Keempat, meminta KPU daerah untuk menunda putusan Bawaslu dan jajarannya yang meloloskan mantan narapidana korupsi menjadi bakal caleg. Penundaan dilakukan sampai adanya putusan uji materi dari MA atas dua PKPU di atas.

Meskipun mantan koruptor sudah dinyatakan tidak memenuhi syarat oleh KPU karena melanggar PKPU Nomor 20 dan PKPU Nomor 26, namun ternyata Bawaslu dan Panwaslu di beberapa daerah mengabulkan gugatan dan meloloskan mantan koruptor menjadi bacaleg.

Putusan tersebut, sekarang ini sudah seperti bola salju, terjadi di mana-mana. Di awal, tiga mantan koruptor diloloskan Bawaslu, yakni Abdullah Puteh di Aceh (Bacaleg DPD), Syahrial Damapolii di Sulawesi Utara (Bacaleg DPD) dan Joni Kornelius Tondok di Kabupaten Toraja Utara (Bacaleg DPRD dari PKPI).

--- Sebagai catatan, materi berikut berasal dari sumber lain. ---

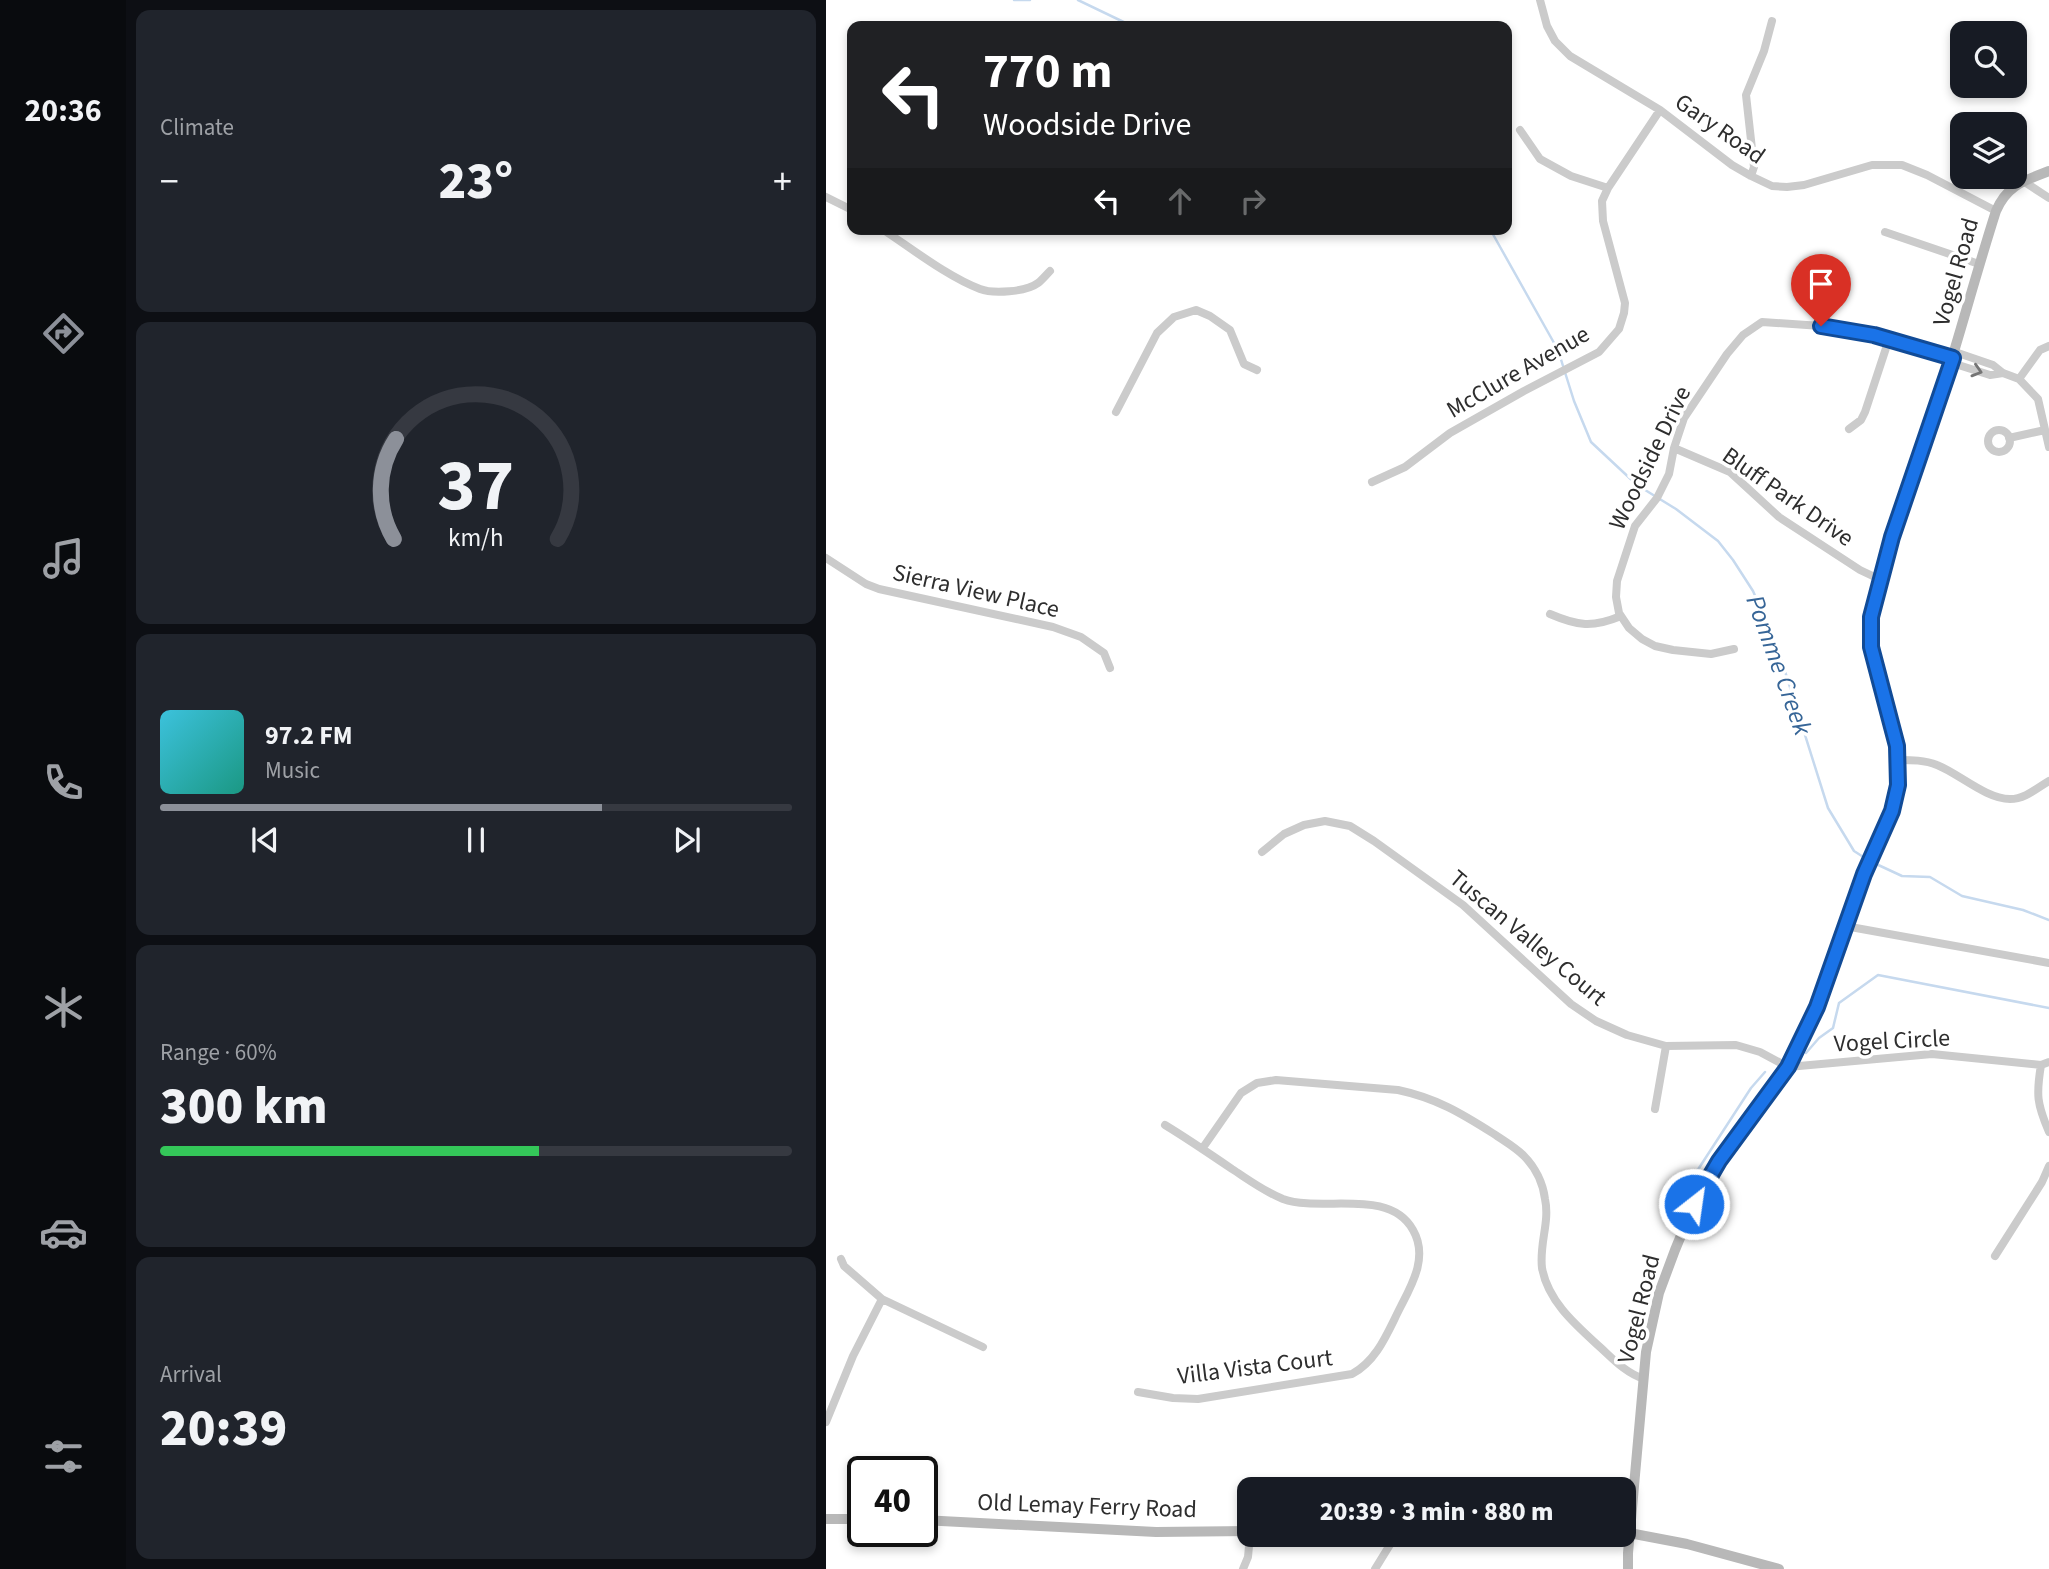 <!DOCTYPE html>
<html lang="en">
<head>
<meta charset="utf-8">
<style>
	:root { --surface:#171b24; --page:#20242c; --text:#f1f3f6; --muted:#9ea1a6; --line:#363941; --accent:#8c9099 }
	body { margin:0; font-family:"Source Sans 3",sans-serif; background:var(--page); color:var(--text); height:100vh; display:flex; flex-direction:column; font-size:26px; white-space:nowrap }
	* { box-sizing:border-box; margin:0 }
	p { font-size:23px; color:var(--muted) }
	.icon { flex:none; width:38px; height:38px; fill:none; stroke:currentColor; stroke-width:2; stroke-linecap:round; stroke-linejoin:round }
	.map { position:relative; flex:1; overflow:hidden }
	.panel { display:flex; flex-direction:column; gap:10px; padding:10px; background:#0d0f14; width:700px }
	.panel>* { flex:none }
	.top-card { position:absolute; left:21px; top:21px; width:665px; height:214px; border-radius:14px; box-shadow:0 4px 10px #0003; background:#202124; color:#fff; overflow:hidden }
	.fabs { position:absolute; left:1124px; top:21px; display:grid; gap:14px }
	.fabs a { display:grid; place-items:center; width:77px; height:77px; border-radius:14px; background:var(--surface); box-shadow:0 4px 10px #0003; font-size:35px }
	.speed { position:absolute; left:21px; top:1456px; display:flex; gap:14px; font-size:35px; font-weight:700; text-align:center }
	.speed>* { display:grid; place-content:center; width:91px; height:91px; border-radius:50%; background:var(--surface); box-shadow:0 4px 10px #0003; line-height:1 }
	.speed .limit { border:4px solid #111; border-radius:10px; background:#fff; color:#111 }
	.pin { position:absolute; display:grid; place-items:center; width:60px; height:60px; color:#fff; margin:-72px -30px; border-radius:50% 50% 50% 0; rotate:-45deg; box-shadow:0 0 7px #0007 }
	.pin .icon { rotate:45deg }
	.me { position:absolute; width:77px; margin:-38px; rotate:30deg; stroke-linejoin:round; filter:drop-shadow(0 0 5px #0008) }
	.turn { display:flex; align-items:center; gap:24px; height:147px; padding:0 21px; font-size:32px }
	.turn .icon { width:91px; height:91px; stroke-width:2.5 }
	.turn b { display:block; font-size:49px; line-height:60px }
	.lanes { display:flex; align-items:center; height:66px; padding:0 21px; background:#0003; justify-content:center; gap:35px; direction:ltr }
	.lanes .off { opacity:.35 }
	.big { font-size:52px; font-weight:800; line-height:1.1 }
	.panel .widget { flex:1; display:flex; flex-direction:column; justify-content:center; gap:10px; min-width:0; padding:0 24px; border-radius:14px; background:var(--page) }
	.panel .dial { align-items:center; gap:0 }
	.dial svg { height:182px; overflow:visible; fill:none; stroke:var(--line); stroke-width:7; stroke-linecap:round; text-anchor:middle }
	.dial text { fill:var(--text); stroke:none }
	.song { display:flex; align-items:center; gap:21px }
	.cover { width:84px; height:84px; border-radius:10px; background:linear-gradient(135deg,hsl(190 70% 55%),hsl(170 70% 35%)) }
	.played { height:7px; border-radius:4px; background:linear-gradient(90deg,var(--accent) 70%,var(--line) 70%) }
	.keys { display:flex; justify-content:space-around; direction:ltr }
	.heat { display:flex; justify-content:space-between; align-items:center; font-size:38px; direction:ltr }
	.charge { height:10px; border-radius:5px; background:linear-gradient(90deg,#34c759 60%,var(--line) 0) }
	.trip { position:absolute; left:411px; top:1477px; width:399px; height:70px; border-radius:14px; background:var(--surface); box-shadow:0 4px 10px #0003; font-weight:800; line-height:70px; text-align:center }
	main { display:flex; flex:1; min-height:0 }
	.menu { display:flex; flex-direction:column; width:126px; justify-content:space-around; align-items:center; background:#090b0e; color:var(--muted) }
	.menu .icon { width:49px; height:49px }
	.menu .on { color:var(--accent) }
	.menu b { font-size:32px; color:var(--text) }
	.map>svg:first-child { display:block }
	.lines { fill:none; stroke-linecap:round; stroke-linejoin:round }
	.stream { stroke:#c6d9ee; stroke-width:2.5 }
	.street { stroke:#cbcbcb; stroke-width:8 }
	.secondary { stroke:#b8b8b8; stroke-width:10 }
	.oneway { stroke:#757575 }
	.route-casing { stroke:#114b97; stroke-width:18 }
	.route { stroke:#1a73e8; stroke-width:12 }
	.labels { text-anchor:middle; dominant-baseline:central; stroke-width:7; stroke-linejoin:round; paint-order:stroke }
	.street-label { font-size:24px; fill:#2e2e2e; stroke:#fff }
	.water-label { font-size:26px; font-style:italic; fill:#366597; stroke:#fff }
</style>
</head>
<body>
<main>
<nav class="menu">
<b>20:36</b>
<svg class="icon on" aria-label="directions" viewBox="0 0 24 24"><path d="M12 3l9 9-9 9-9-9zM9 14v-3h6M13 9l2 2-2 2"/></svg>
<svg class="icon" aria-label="music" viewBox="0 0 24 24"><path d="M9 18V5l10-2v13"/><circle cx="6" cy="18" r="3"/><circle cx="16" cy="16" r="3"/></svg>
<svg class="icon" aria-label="phone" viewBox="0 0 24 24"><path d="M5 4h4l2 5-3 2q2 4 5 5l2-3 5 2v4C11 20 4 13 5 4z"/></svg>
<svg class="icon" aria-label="climate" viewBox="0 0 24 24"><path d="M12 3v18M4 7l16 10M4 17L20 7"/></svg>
<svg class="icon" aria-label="car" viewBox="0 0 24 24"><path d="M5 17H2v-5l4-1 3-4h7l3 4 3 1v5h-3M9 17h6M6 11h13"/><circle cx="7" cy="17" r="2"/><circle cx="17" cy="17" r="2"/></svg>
<svg class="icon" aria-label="filters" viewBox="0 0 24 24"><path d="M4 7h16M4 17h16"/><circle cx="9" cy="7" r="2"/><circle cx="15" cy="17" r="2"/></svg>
</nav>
<section class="panel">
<div class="widget"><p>Climate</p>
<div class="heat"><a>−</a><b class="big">23°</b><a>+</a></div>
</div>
<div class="widget dial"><svg viewBox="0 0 100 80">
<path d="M14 69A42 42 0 1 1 86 69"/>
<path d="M14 69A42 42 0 0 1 15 25" stroke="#8c9099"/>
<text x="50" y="56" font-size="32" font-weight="700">37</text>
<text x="50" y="72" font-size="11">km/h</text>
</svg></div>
<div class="widget">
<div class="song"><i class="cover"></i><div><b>97.2 FM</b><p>Music</p></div></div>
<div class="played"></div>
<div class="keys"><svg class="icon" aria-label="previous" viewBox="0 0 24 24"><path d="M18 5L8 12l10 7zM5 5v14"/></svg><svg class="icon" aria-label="pause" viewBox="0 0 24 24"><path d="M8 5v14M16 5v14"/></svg><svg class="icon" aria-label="next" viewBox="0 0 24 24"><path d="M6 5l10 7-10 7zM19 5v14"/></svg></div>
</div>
<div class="widget"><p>Range · 60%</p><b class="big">300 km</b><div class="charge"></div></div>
<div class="widget"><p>Arrival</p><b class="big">20:39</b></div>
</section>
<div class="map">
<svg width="1223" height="1569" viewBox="0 0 1223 1569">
	<rect width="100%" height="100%" fill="#fff"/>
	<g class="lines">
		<path class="stream" d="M188,0H204
			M252,0L306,26
			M664,229L732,350L748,401L765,442L811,485L850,509L892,541L907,560L927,591L951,646L1002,808L1028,851L1042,860
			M1048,863L1076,876L1104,877L1136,896L1197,910L1223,920
			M980,1053L993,1038L1007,1028L1013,1003L1052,975L1223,1008
			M860,1188L925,1088L939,1072"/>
		<path class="street" d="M714,0L721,26L729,41L744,56L834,110L906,165L925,176L946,186L961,187L978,185L1046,165H1076L1101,175L1170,211
			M694,130L714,159L745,176L782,188
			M925,176L928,167L920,95L938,51L946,21
			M1197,181L1223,198
			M0,197L26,210
			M56,229C85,248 122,277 154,289C167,294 200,292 212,283C216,280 220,275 224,271
			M1059,232L1153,264
			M1129,352L1167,365L1177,373L1193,379L1212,399L1223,447
			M1126,363L1164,375L1177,373
			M1193,379L1214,350L1223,346
			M290,412L331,333L348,317L370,310L384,316L404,330L418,364L431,370
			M1023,429L1035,420L1039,412L1063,339
			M1162 441a11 11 0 1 1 22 0a11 11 0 1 1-22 0Z
			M1183,438L1219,430
			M848,448L904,472L953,517L1034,570L1053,579
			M546,482L579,467L624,433L698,391L773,352L793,329L798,313L799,303L777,221L776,201L782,188L834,110
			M0,558L40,584L53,589L227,627L255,637L278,653L284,668
			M724,614C752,626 766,628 795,616
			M908,649L885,654L847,650L829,646L816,639L803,628L793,613L790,597L791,581L809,526L831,498L843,474L848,448L858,418L901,354L917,335L936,322L995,326L1048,335L1127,358
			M1073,760C1085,760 1099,760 1111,765C1132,773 1160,799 1184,799C1199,799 1211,788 1223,781
			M436,852L458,834L478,825L499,821L524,826L548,841L637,905L745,1004L770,1021L801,1035L840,1046L910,1045L934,1052L962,1067L1106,1054L1215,1065L1223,1062
			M1019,926L1223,963
			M1215,1065C1210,1095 1211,1104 1223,1132
			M829,1109L840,1046
			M376,1149L415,1093L431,1083L450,1080L572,1090C610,1098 635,1113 668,1134C678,1141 689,1147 698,1156C709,1167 717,1183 719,1199C724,1222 713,1244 716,1268C722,1302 751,1326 775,1348C788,1360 800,1373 818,1379
			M1169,1256L1216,1182L1223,1166
			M15,1259L18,1266L56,1299L157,1347
			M312,1392L347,1398L372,1399L526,1374C552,1360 562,1331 575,1306C587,1283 602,1256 587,1230C563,1187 496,1213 457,1199C439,1192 423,1180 406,1169C384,1154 362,1139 339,1125
			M0,1422L27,1356L56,1299
			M417,1569L422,1557L424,1535
			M549,1569L570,1535"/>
		<path class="secondary" d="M0,1519H37
			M96,1520L330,1532L424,1531
			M798,1532L861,1544L953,1569
			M802,1569V1553L820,1352L833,1293L849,1250L868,1204L893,1161L962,1067L991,1007L1038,874L1059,830L1070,796L1073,760L1071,746L1044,636C1047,571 1078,507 1098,446C1125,369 1145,289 1170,211C1181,185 1198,181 1223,171"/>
	</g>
	<defs><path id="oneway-chevron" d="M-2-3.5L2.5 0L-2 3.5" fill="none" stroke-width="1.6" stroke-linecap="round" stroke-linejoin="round" transform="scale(1.75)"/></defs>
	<use class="oneway" href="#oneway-chevron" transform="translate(1151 371) rotate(17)"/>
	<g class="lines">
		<g class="route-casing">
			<path id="route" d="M868,1204L893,1161L962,1067L991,1007L1038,874L1066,811L1072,785L1071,746L1045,647V617L1066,537L1127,358L1048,335L995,326"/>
		</g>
		<use href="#route" class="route"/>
	</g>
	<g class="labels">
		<g class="street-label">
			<text transform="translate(894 129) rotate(35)">Gary Road</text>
			<text transform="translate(1130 272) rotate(-74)">Vogel Road</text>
			<text transform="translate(692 372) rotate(-30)">McClure Avenue</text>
			<text transform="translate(824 458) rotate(-64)">Woodside Drive</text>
			<text transform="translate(962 497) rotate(35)">Bluff Park Drive</text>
			<text transform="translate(150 591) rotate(13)">Sierra View Place</text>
			<text transform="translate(702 938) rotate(40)">Tuscan Valley Court</text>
			<text transform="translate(1066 1041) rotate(-3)">Vogel Circle</text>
			<text transform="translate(813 1309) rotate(-76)">Vogel Road</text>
			<text transform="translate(429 1367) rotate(-7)">Villa Vista Court</text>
			<text transform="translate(261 1506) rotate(2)">Old Lemay Ferry Road</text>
		</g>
		<g class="water-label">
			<text transform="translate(953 665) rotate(70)">Pomme Creek</text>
		</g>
	</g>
</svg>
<div class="fabs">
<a><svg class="icon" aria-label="search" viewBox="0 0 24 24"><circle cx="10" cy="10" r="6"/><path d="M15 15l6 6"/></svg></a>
<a><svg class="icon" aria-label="layers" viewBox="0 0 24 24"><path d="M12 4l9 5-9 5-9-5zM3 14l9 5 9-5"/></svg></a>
</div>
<div class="speed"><div class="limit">40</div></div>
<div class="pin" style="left:995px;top:326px;background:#d93025"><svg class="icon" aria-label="arrive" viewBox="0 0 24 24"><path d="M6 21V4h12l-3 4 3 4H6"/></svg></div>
<svg class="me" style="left:868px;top:1204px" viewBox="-20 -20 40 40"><circle r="17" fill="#1a73e8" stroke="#fff" stroke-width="3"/><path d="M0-11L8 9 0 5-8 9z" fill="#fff"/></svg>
<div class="trip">20:39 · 3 min · 880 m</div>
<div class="top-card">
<div class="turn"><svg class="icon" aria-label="left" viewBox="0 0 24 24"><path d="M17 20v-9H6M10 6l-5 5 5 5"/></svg><div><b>770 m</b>Woodside Drive</div></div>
<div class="lanes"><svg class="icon" aria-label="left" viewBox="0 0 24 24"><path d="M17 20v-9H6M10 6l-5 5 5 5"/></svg><svg class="icon off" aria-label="ahead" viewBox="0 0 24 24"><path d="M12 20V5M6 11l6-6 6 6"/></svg><svg class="icon off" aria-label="right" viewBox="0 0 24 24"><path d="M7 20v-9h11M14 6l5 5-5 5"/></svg></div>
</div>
</div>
</main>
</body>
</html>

Berikutnya, menyusul beberapa Bawaslu daerah yang mengabulkan gugatan mantan koruptor, yakni Ramadan Umasangaji di Kota Pare-Pare (Bacaleg DPRD dari Perindo), M Nur Hasan di Kabupaten Rembang (Bacaleg DPRD dari Hanura), Andi Muttamar Mattotorang di Kabupaten Bulukumba (Bacaleg DPRD dari Partai Berkarya), M Taufik di Provinsi DKI Jakarta (Bacaleg dari Gerindra), Abdul Salam di Kota Palopo (Bacaleg DPRD Nasdem), Ferizal dan Mirhammuddin di Belitung Timur (Balaceg DPRD Gerindra), Maksum Dg Mannassa di Mamuju (Bacaleg DPRD dari PKS), Saiful Talub Lami di Tojo Una-Una (Bacaleg DPRD dari Partai Golkar).

Berdasarkan catatan Koalisi Masyarakat Sipil untuk Pemilu Bersih menyebutkan bahwa Bawaslu di beberapa daerah juga sedang menjalani persidangan sengketa gugatan yang diajukan mantan koruptor, yakni di Provinsi Jawa Tengah, Banten, Pandeglang, Kabupaten Lingga, Gorontalo dan Cilegon (2 bacaleg yang mengajukan sengketa).